What you are asked to do: Copy exactly, please, each line of the data below until the line that contains "I am building" has been copied, beginning at the top.

Stored items:
*** Begin section ***
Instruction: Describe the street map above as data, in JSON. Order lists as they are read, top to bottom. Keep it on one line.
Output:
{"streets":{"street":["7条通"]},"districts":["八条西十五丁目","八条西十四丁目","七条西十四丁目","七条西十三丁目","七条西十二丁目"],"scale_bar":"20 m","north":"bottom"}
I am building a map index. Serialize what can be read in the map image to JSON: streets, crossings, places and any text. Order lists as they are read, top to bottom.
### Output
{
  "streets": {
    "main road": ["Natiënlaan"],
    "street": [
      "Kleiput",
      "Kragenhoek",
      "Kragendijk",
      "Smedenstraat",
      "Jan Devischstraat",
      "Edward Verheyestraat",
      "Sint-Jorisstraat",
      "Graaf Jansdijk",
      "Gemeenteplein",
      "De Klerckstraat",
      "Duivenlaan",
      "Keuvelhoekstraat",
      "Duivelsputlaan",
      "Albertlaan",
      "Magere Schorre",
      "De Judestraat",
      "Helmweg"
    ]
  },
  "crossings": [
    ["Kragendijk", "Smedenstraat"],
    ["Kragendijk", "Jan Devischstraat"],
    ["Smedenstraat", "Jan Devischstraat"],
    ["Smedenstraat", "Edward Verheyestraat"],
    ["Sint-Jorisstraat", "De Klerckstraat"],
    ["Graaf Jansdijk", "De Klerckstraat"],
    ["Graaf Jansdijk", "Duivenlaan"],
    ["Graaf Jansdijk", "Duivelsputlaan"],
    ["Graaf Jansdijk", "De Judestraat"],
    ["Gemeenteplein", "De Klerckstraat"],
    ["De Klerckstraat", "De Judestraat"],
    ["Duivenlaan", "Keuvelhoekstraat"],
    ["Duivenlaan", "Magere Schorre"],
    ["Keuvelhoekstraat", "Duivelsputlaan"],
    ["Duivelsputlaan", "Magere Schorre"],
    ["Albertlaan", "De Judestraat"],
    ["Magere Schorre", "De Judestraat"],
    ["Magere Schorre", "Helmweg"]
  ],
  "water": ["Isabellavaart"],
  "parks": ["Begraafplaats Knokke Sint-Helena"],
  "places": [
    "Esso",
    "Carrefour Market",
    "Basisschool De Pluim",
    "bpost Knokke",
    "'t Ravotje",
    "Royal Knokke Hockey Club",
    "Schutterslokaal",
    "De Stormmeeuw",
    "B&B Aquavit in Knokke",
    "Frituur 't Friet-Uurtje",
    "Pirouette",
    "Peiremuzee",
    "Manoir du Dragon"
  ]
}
*** End section ***
Finished exercise:
Instruction: Describe the street map above as data, in JSON. Order lists as they are read, top to bottom. Keep it on one line.
Output:
{"streets":{"street":["7条通"]},"districts":["八条西十五丁目","八条西十四丁目","七条西十四丁目","七条西十三丁目","七条西十二丁目"],"scale_bar":"20 m","north":"bottom"}
I am building a map index. Serialize what can be read in the map image to JSON: streets, crossings, places and any text. Order lists as they are read, top to bottom.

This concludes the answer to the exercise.